De ochtend begint goed voor Netty. Om de hoek is een ‘loppis’ van de Lions en een kofferbakmarkt, ‘Back Lucke Loppis’. Netty scoort mooie dingen, variërend van zelfgehaakte pannenlappen met Elandmotief tot kerstbordjes.
Tevreden draaien we de weg naar het zuiden weer op. We nemen de afslag Grönna waar ze rood-witte zuurstokken verkopen en dat kun je zien, alles is rood-wit gestreept. Leuk om te zien, maar we nemen niks mee. Door naar Jönköping, grootste stad van deze regio en bekend van het enige lucifermuseum ter wereld. Voor het eerst merken we wat van Covid, want hier mogen maar 24 mensen tegelijk naar binnen. We moeten wachten tot we aan de beurt zijn en lopen daarom door de buurt. Alle oude gebouwen van de luciferfabriek zijn nu in gebruik van allerlei creatieve bedrijven. We raken in gesprek met een Australiër die door de liefde in Zweden terecht is gekomen. Hij heeft een brouwerij en laat ons lekkere biertjes proeven, nadat hij vroeg of de öl al in de klok zat. Eindelijk mogen we naar binnen, maar we hebben nog maar een half uur, want het museum is open tijdens kantoortijden, dus tot 15.00 uur. Het museum vertelt het verhaal van de broers Lundström die wel een bedrijf wilden beginnen en een verbeterde versie van de lucifer gingen produceren, een veiligheidslucifer. Van 1848 tot 1971 heeft de fabriek lucifers over de hele wereld verkocht. Mooie ontwerpen van wilde dieren en exotische oorden. Netty heeft nog even een eigen luciferdoosje gevouwen en gevuld met stokjes als souvenir.
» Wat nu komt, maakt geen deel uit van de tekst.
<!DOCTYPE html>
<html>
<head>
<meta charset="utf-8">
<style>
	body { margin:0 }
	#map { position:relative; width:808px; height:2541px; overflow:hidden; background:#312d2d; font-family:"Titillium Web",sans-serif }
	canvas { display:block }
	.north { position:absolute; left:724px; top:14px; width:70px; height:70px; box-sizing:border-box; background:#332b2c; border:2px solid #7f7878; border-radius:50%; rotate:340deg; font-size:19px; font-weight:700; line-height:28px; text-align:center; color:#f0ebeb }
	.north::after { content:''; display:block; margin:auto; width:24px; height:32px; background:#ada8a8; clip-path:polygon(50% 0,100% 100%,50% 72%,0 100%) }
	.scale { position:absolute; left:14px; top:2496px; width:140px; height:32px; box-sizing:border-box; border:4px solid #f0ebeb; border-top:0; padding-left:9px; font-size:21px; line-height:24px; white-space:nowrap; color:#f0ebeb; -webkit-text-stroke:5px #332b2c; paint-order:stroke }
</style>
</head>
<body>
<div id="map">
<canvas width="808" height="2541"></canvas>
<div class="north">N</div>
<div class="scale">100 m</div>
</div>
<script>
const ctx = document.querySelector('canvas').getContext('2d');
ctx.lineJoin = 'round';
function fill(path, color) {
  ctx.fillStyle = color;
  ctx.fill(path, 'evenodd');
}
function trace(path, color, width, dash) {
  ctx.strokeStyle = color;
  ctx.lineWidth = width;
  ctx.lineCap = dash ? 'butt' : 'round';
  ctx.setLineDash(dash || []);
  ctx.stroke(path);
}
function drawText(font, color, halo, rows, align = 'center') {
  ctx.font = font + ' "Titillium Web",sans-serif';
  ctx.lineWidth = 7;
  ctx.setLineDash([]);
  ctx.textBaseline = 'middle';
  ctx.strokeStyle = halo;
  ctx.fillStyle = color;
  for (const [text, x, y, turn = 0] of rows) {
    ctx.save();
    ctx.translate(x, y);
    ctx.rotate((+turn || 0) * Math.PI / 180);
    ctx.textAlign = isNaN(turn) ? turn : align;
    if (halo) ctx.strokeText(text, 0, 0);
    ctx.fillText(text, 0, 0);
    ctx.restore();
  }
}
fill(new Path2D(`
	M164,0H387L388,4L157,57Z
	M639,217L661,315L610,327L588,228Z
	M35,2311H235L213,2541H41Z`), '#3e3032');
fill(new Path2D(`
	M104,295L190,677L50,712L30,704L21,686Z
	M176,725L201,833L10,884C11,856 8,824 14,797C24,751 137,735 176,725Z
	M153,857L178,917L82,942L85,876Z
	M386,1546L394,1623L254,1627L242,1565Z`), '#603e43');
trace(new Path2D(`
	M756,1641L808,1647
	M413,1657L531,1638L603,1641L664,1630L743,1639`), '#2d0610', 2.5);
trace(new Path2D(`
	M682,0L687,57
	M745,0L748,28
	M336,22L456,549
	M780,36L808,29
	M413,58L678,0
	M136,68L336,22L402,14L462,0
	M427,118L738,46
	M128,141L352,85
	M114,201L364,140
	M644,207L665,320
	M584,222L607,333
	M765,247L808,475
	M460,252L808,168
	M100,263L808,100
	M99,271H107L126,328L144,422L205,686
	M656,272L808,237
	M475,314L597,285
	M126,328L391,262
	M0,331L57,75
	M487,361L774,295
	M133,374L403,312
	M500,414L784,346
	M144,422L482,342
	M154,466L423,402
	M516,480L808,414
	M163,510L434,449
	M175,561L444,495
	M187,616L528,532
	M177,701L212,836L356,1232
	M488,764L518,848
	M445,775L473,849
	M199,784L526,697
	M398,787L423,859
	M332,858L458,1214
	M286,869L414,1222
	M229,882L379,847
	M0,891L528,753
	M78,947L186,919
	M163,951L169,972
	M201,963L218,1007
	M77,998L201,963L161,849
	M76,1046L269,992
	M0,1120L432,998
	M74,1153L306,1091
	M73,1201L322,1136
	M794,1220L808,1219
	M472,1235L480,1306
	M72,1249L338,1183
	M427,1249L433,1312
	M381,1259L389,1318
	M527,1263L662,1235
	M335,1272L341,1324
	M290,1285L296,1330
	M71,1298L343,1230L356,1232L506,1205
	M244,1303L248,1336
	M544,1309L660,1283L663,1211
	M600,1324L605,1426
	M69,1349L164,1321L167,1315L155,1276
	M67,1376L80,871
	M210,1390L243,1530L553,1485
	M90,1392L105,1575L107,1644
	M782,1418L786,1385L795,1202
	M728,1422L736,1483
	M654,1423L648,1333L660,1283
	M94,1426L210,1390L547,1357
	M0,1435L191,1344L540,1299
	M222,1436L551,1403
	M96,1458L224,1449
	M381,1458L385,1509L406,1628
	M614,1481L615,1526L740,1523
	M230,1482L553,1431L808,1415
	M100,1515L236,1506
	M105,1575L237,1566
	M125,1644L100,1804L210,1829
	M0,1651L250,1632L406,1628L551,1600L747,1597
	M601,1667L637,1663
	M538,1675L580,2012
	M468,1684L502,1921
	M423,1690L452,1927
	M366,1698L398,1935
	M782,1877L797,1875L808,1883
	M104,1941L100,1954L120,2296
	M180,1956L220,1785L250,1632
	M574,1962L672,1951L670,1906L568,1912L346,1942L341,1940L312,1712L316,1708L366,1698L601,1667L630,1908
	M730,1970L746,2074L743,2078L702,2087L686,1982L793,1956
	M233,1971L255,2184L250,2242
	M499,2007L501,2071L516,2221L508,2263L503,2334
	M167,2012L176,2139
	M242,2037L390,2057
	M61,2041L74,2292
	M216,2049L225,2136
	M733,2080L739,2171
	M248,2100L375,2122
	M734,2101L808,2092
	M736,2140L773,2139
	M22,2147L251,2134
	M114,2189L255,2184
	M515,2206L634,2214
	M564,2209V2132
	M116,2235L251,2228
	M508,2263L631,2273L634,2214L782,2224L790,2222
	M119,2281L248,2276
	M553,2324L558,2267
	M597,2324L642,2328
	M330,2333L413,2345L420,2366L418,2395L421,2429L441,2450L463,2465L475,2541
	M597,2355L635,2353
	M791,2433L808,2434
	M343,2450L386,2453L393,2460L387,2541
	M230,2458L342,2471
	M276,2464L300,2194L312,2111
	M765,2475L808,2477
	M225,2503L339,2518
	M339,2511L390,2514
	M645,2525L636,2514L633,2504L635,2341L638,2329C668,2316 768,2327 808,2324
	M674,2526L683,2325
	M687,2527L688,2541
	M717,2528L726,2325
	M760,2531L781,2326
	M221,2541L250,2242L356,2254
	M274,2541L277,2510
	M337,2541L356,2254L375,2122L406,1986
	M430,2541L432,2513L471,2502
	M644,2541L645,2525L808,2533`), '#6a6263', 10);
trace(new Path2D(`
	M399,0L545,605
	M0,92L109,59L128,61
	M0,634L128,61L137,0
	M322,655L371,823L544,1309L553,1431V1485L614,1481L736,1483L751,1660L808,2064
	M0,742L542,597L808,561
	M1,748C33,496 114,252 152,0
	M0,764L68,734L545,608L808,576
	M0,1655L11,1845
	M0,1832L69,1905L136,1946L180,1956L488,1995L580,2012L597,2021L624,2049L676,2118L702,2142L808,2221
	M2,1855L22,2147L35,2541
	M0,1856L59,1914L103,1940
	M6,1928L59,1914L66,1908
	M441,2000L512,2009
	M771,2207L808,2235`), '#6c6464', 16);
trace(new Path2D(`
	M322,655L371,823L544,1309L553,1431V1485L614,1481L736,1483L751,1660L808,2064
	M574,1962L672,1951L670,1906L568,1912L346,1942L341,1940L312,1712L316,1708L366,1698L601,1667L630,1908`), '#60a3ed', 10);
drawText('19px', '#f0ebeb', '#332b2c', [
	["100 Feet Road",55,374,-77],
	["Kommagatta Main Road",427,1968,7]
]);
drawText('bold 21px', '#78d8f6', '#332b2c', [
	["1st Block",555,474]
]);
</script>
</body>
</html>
Ondertussen was het gaan regenen. We besluiten daarom een stukje door te rijden. Als het droog is vinden we een overnachtingsplekje op een voetbalveld van een klein gehuchtje. Douchen kan in de kleedkamer 😉 Het duurde even voor Netty die gevonden had. Betalen kan hier weer met Swish, maar ja dat hebben we niet. De volgende ochtend komt de beheerder langs op een oude Zündapp om de bijdrage contant te innen.